The first European explorers and settlers in North America came woefully unprepared for the novel environments and climates they encountered in the New World. Popular understanding equated climates with latitudes and vastly underestimated the stronger continental seasons that Spanish, English, and French would find across the Atlantic. A cooling climate and large volcanic eruptions during the late 1500s only added to their challenges. One expedition after another arrived in America and Canada only to collapse under the stress of droughts, freezing winters, and untimely storms. This presentation, drawn from the author’s forthcoming book, retells early colonial history as a story of confusions, disasters, conflicts, and survival as Europeans met a harsh and uncertain climate. It offers a case study in how the combination of written and physical evidence, historical and paleoclimate records, might help us rethink our history and even offer insights for the present.
Slides will be added here following the presentation.

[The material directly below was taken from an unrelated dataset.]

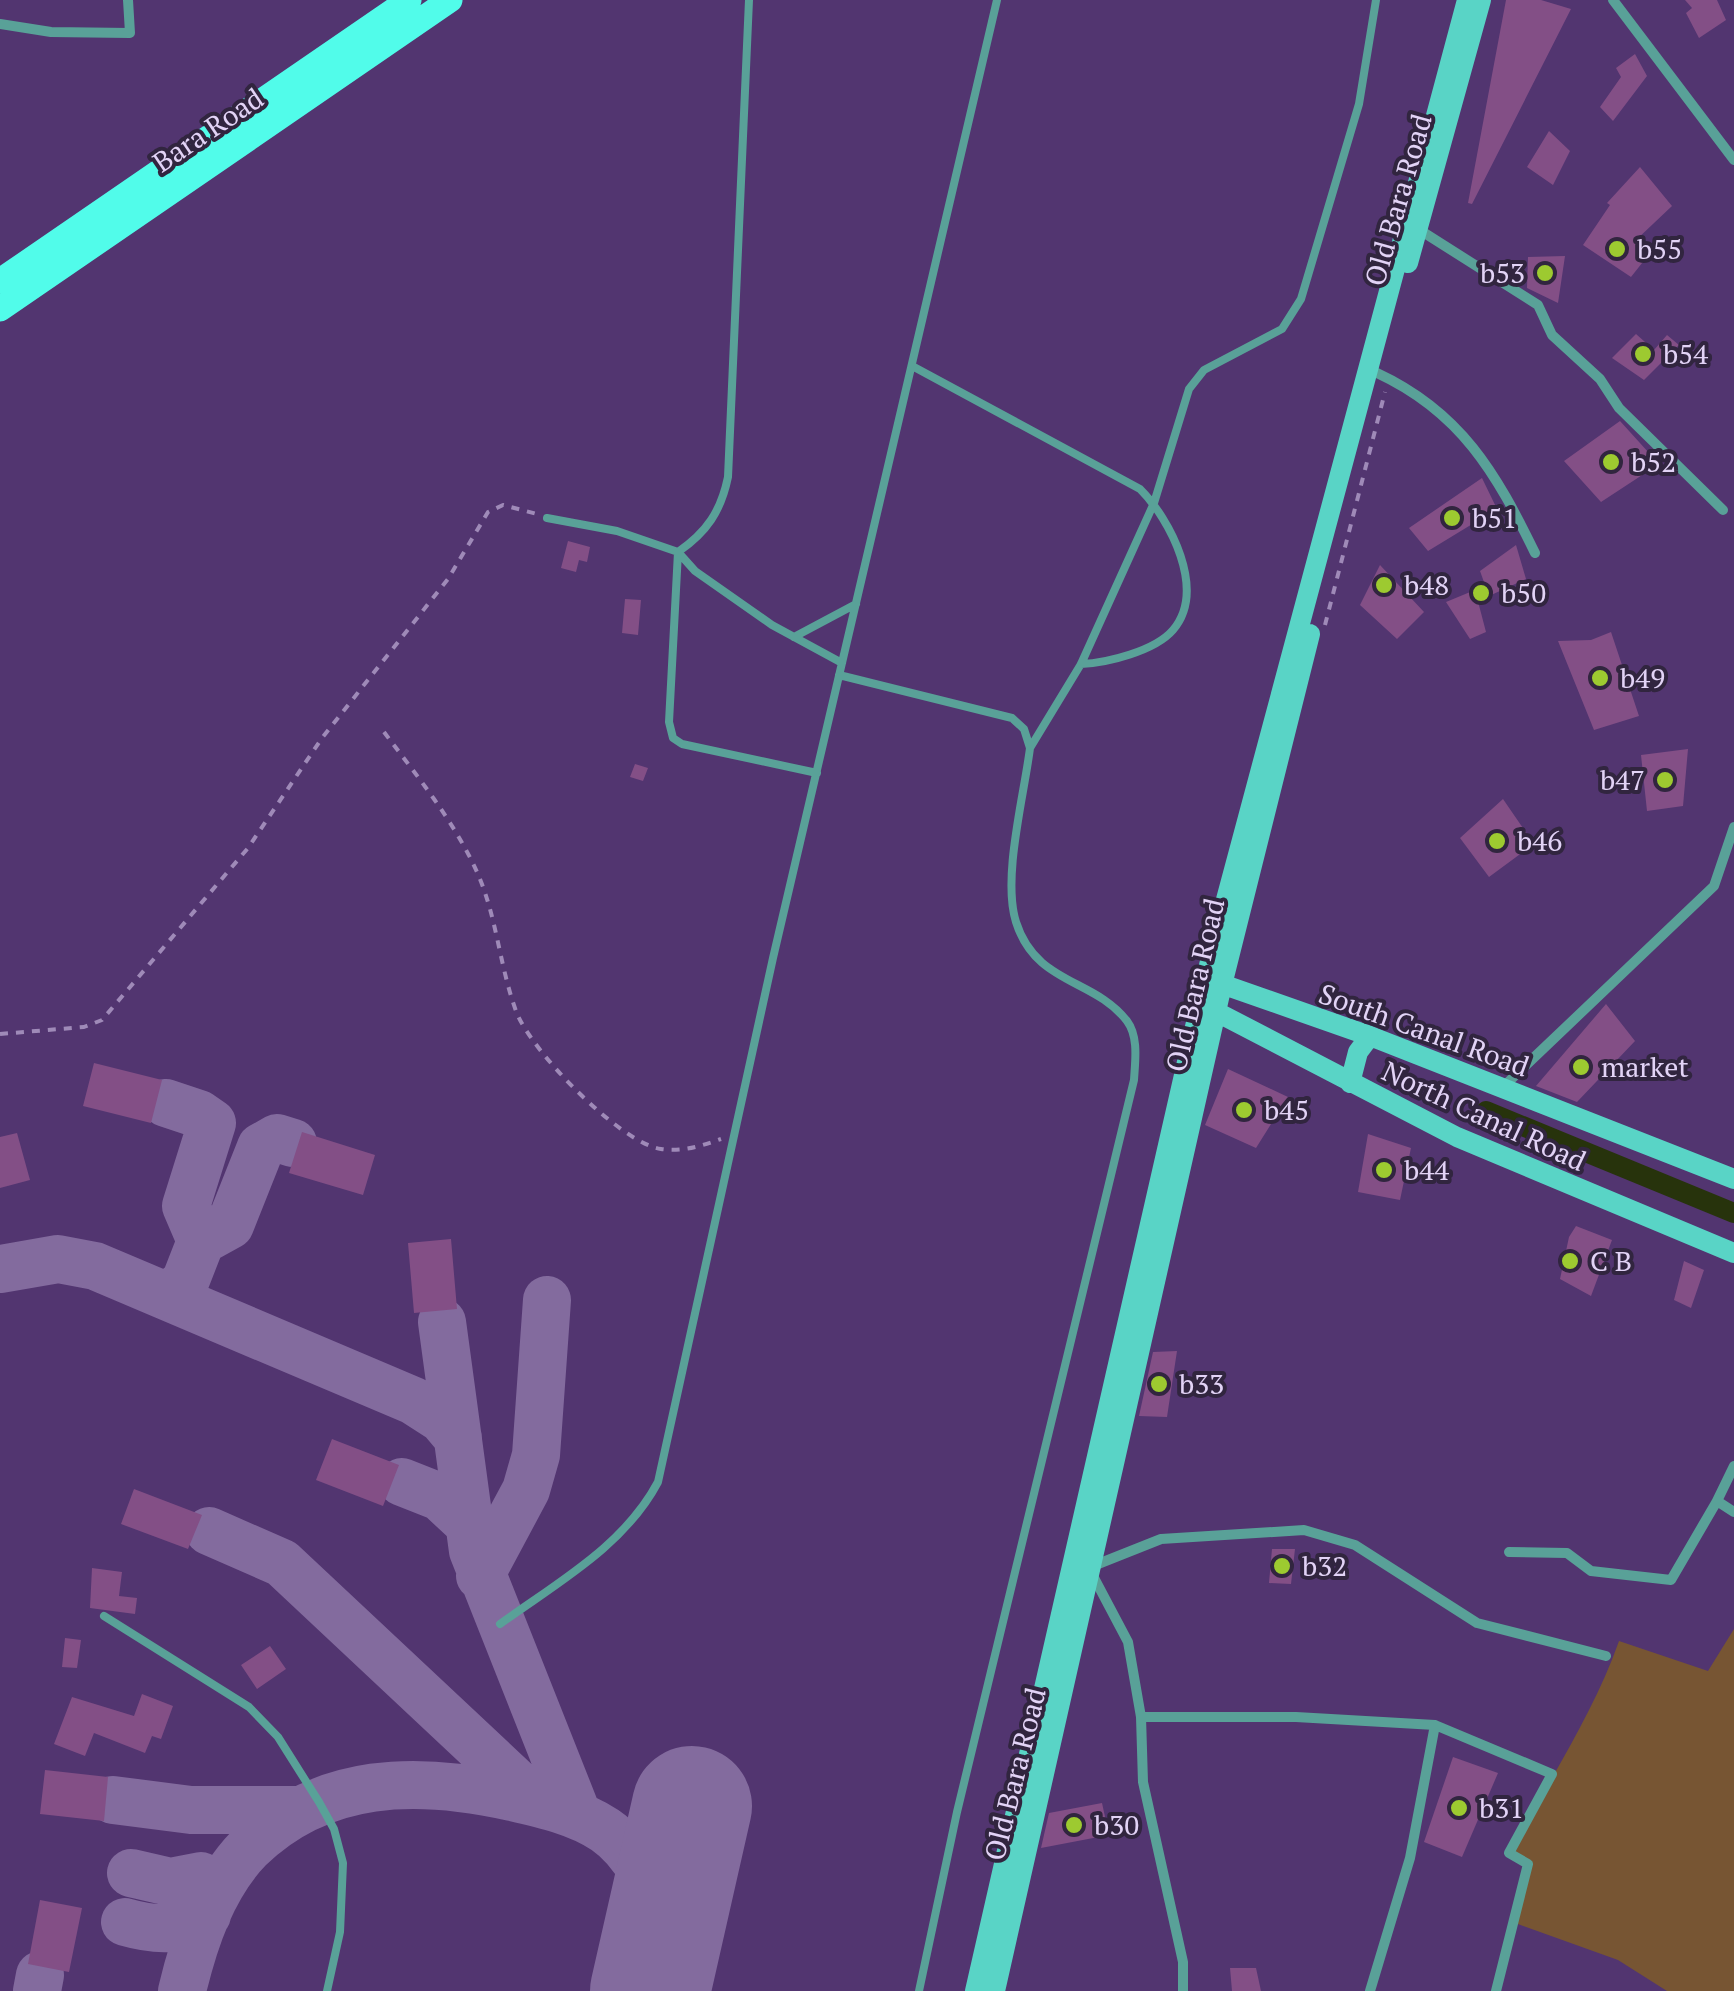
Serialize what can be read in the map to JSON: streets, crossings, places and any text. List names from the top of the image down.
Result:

Sam White is associate professor of environmental history at the Ohio State University. His research specializes in historical climate reconstruction and impacts, combining physical and written evidence. He has published various articles on climate, disease, and animals in human history, co-edited the first major textbook in climate history, and written two monographs: The Climate of Rebellion in the Early Modern Ottoman Empire (Cambridge University Press, 2011) and A Cold Welcome: The Little Ice Age and Europe's Encounter with North America (Harvard University Press, in review). With Dagomar Degroot, he is the co-founder and director of the Climate History Network.